The report released by the State Auditor’s Office indicated DPS did not ensure it “consistently collected or retained all required documentation to support its verification of applicants’ eligibility.” Auditors conducted experiments and other testing on processes and data monitoring for a period of nearly 18 months.

“It definitely concerns me. I wouldn’t want my information to be essentially out there for anybody to just essentially get their hands on,” said Javier Benitez, who applied for a driver license on Wednesday. “I imagine everyone feels this way.”

During that Sept. 2016 to Feb. 2018 timeframe, auditors discovered that DPS did not have required documentation (applications, proof of Social Security numbers, proof of Texas residency, thumbprint scans, and skills test results) for 25 percent of the 60 noncommercial driver licenses and identification cards tested. The agency was missing documentation for 40 percent of the 60 commercial driver licenses tested, according to the report. During that time, driver license workers processed approximately 10.5 million licenses and cards and collected $205.7 million in fees.

Among the recommendations in the document, the auditors suggested DPS “document policies and procedures for the reviews of driver licenses and identification cards that its regional offices are required to perform,” and “ensure that its regional offices document the specific driver licenses and identification cards and type of driver licenses it reviewed each month and the results of those reviews.”

The 26-page audit also highlighted a “lack of effective oversight” over the process of issuing licenses and ID cards.

“The Driver License System also allows employees to complete a driver license and identification card transaction and issue a temporary driver license or identification card without uploading scans of all required documents,” the reviewers claimed.

In a statement, a DPS spokesperson said the driver license system is a “function and responsibility that is a top priority for DPS.”

“The department did not issue a license or identification card to any ineligible applicant,” DPS communications director Katherine Cesinger said. She said the department “agrees that oversight and review processes can be improved,” and DPS asked lawmakers for more resources to in order to accomplish that.

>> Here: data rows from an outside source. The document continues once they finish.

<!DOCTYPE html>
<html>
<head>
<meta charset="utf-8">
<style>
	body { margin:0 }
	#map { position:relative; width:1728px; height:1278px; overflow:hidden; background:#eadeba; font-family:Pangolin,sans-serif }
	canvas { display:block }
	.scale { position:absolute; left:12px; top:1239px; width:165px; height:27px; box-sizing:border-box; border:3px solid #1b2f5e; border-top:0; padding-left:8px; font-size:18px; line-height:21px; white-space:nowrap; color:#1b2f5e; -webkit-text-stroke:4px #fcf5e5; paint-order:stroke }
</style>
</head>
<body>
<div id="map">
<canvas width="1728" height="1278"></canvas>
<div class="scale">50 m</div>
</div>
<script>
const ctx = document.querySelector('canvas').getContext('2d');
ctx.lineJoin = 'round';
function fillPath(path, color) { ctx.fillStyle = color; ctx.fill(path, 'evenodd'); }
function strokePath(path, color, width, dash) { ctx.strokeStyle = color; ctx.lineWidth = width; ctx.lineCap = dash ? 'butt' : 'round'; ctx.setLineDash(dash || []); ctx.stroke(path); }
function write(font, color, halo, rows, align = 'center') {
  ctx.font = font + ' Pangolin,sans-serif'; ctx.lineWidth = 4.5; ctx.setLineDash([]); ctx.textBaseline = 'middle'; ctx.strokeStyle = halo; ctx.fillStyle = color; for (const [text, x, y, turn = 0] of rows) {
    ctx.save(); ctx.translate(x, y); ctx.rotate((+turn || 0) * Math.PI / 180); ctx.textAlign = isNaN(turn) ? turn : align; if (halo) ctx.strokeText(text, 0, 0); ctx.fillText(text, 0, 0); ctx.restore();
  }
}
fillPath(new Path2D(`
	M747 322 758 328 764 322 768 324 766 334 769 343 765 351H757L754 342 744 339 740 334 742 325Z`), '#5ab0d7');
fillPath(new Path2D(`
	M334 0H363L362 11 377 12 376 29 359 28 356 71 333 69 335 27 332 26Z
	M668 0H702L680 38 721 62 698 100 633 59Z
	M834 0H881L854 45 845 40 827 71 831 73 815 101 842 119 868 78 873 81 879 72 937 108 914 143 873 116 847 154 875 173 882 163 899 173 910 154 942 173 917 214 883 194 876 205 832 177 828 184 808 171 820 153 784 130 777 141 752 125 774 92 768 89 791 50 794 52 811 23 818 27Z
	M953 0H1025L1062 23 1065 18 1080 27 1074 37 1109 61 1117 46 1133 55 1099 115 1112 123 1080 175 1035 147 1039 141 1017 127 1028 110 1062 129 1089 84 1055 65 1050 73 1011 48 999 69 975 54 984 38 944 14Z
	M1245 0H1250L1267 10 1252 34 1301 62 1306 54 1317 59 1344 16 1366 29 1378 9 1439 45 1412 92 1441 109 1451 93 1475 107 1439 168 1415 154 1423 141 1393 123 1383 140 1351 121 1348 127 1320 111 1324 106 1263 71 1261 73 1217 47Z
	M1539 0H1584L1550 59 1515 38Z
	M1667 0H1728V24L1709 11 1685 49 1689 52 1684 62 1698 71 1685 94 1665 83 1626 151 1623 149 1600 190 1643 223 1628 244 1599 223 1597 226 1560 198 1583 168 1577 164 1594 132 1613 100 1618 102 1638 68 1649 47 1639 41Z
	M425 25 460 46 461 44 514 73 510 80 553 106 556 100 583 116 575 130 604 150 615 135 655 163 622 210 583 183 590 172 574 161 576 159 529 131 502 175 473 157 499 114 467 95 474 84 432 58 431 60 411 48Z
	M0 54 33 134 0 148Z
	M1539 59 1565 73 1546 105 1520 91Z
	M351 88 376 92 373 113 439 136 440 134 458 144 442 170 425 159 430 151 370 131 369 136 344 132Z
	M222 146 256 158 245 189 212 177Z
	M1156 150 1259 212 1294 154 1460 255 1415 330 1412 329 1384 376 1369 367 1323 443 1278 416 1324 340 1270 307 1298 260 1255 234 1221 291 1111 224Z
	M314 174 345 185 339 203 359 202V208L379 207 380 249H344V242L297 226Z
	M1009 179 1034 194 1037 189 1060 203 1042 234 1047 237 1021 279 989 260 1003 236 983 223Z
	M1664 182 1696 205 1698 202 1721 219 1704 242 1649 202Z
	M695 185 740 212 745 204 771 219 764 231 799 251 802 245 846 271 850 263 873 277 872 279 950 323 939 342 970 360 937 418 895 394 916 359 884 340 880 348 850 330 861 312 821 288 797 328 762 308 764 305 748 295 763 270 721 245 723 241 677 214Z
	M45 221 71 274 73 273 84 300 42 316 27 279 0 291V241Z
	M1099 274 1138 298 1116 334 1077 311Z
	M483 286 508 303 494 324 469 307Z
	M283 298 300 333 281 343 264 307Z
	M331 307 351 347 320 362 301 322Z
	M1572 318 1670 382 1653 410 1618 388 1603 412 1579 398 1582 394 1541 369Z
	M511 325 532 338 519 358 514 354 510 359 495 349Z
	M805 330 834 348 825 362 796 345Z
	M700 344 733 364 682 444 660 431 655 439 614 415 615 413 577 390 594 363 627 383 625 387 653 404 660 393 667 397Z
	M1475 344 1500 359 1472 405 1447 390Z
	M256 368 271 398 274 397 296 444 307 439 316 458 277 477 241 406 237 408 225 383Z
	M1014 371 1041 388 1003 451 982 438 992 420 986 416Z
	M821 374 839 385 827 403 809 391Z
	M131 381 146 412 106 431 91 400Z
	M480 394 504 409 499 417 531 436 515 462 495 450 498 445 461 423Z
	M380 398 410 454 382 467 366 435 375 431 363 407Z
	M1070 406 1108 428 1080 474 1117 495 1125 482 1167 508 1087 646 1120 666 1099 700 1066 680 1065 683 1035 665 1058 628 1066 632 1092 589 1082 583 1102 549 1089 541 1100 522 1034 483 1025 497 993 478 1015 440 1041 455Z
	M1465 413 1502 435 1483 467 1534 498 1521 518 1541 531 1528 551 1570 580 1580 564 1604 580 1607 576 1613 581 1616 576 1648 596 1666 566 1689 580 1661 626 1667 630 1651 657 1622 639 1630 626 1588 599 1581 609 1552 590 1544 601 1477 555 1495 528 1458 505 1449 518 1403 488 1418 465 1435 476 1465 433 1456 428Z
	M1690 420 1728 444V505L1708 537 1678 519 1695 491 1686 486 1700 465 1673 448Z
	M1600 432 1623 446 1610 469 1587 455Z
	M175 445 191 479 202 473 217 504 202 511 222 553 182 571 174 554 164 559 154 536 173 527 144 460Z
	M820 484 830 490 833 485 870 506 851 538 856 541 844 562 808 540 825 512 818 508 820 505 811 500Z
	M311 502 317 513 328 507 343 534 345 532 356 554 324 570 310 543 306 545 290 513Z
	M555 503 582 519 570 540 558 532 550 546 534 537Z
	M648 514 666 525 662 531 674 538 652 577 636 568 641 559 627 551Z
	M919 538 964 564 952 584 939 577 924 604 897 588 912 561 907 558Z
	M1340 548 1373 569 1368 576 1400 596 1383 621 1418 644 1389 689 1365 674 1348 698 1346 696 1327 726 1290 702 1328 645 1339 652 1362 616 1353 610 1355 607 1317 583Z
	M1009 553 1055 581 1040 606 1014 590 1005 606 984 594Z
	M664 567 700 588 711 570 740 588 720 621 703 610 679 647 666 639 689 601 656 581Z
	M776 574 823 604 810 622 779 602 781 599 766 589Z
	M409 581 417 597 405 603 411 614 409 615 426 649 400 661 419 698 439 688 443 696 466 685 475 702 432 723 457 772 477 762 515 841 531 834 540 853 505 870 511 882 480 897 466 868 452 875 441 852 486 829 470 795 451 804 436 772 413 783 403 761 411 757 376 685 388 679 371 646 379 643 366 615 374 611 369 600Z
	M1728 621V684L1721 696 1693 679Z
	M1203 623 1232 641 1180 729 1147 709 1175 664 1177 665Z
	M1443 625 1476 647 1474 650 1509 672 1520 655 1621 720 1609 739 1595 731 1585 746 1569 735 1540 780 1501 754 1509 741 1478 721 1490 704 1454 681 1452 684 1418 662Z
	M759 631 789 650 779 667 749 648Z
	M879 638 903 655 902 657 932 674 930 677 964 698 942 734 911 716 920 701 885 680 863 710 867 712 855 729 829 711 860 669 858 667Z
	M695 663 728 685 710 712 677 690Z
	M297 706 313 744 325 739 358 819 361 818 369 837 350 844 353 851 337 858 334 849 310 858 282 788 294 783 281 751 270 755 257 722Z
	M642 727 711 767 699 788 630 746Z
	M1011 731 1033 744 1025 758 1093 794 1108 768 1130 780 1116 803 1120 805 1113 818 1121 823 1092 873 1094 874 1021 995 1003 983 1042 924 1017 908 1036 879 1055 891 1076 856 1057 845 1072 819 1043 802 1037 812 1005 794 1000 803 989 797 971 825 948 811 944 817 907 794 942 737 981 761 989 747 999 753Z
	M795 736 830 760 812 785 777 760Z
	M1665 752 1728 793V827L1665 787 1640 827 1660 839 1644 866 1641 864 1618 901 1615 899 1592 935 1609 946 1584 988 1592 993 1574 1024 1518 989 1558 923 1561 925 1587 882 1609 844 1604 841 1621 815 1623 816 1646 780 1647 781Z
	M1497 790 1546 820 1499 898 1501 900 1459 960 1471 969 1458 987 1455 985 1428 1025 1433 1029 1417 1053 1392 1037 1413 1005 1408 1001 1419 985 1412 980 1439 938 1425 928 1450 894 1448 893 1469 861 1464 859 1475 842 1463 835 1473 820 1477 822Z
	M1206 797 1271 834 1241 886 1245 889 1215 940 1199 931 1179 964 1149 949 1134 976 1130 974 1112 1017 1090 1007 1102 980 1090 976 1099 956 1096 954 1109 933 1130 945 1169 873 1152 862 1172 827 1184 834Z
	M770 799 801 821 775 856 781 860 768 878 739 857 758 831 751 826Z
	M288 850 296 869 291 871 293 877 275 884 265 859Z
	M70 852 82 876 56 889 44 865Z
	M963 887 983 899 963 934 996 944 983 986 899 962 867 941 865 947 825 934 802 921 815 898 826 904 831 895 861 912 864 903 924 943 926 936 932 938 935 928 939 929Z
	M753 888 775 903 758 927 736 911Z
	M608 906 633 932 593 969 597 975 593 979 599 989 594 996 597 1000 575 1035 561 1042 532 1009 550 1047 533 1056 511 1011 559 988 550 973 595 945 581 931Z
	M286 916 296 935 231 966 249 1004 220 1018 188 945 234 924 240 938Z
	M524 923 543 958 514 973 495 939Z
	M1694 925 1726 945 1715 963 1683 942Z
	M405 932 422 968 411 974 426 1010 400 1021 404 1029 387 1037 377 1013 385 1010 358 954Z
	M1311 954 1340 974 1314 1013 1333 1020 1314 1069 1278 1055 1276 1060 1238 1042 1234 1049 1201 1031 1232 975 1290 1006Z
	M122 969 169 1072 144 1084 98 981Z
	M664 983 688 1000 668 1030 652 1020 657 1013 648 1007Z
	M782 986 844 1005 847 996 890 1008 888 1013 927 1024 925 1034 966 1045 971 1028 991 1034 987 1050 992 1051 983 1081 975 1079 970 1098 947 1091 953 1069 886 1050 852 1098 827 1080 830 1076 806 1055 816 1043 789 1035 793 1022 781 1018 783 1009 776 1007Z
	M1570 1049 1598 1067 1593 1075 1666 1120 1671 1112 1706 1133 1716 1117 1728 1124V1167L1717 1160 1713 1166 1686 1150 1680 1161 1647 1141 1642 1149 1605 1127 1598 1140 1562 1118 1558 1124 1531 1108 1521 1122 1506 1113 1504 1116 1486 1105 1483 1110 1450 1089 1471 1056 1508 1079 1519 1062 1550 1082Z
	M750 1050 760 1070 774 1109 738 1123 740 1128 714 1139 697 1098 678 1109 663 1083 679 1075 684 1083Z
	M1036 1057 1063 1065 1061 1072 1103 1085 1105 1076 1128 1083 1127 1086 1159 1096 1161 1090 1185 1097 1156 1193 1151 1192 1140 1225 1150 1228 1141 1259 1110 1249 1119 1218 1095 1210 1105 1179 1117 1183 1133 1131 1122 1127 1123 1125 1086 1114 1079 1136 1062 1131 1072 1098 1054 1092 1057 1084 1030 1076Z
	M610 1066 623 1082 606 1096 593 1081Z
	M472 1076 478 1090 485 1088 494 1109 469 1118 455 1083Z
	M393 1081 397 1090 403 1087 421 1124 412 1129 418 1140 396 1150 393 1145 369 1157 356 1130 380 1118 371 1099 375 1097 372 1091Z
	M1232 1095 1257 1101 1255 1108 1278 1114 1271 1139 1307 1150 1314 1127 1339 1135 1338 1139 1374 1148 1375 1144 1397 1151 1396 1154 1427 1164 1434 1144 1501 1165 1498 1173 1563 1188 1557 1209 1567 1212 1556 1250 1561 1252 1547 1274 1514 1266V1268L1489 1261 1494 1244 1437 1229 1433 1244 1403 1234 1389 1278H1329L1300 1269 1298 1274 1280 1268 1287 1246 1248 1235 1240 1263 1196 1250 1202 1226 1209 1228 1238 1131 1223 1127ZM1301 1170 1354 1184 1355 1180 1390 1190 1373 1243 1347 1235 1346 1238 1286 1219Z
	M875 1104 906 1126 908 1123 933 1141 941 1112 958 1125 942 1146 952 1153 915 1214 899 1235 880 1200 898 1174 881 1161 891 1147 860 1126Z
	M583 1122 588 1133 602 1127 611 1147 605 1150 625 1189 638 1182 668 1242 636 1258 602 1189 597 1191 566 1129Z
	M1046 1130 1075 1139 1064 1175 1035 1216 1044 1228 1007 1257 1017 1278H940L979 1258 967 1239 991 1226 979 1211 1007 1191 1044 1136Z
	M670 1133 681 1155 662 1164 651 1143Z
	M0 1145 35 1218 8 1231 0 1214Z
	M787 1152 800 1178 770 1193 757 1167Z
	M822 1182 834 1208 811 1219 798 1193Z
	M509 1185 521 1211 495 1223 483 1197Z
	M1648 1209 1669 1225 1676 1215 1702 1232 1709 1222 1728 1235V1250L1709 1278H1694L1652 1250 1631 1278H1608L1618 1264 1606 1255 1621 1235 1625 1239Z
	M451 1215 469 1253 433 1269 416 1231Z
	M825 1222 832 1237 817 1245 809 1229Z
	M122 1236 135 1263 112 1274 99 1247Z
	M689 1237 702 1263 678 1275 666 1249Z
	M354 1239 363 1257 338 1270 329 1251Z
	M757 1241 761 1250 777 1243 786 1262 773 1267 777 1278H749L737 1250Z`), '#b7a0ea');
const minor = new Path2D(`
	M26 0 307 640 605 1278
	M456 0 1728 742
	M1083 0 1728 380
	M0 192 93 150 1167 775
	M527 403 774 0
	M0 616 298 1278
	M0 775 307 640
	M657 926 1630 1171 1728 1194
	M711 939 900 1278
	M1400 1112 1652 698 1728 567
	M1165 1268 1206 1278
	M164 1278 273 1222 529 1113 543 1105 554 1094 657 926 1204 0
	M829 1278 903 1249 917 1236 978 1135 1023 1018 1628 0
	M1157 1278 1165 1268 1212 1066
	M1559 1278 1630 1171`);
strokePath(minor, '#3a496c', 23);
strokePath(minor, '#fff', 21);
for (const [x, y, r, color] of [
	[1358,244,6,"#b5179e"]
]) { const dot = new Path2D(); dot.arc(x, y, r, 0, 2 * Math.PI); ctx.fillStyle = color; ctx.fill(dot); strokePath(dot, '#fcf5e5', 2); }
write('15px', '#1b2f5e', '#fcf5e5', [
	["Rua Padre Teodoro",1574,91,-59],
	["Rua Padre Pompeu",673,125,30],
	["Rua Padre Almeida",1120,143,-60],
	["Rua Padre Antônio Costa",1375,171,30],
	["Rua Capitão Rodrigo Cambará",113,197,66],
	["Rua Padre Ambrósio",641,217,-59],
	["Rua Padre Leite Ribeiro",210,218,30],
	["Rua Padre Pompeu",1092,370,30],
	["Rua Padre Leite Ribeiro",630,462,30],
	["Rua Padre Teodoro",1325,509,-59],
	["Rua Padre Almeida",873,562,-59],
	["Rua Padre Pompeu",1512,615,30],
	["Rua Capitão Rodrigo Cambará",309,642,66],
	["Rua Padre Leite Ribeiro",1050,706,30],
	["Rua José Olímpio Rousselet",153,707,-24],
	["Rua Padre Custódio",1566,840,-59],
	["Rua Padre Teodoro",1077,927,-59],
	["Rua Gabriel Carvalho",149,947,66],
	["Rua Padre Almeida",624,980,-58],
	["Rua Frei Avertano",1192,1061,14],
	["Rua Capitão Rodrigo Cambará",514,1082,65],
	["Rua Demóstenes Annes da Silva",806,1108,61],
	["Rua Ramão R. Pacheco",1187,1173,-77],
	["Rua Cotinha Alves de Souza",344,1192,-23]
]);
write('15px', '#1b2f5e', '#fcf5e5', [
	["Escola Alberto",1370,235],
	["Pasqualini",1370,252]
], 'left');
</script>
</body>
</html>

“I personally have confidence in our government agencies that they are going to do that,” John Suberbille, who spent Wednesday afternoon at a driver license office in central Texas.

A report from the state’s Sunset Advisory Commission suggested the driver license operations transfer to the purview of the Texas Department of Motor Vehicles. The commission approved a third-party study to “perform an analysis and make recommendations on opportunity and challenges” of transferring the program. A report with the analysis and recommendations will be due by Sept. 1, 2020. The report that included the commission decisions also stated that if lawmakers do not fund the third-party analysis in the 86th Legislative Session, the driver license program “shall be transferred to TxDMV effective September 1, 2021.”

A spokesperson for TxDMV said agency leaders would “work diligently and cooperatively” with DPS “to ensure such an evaluation is provided” should lawmakers move forward with the study.

Benitez said he expected the DPS to follow through with making changes.

“If there is stuff that has been called out and needs to be done, then it definitely needs the spotlight,’ he explained.

The State Auditor’s Office posted the entire report and summary on its website.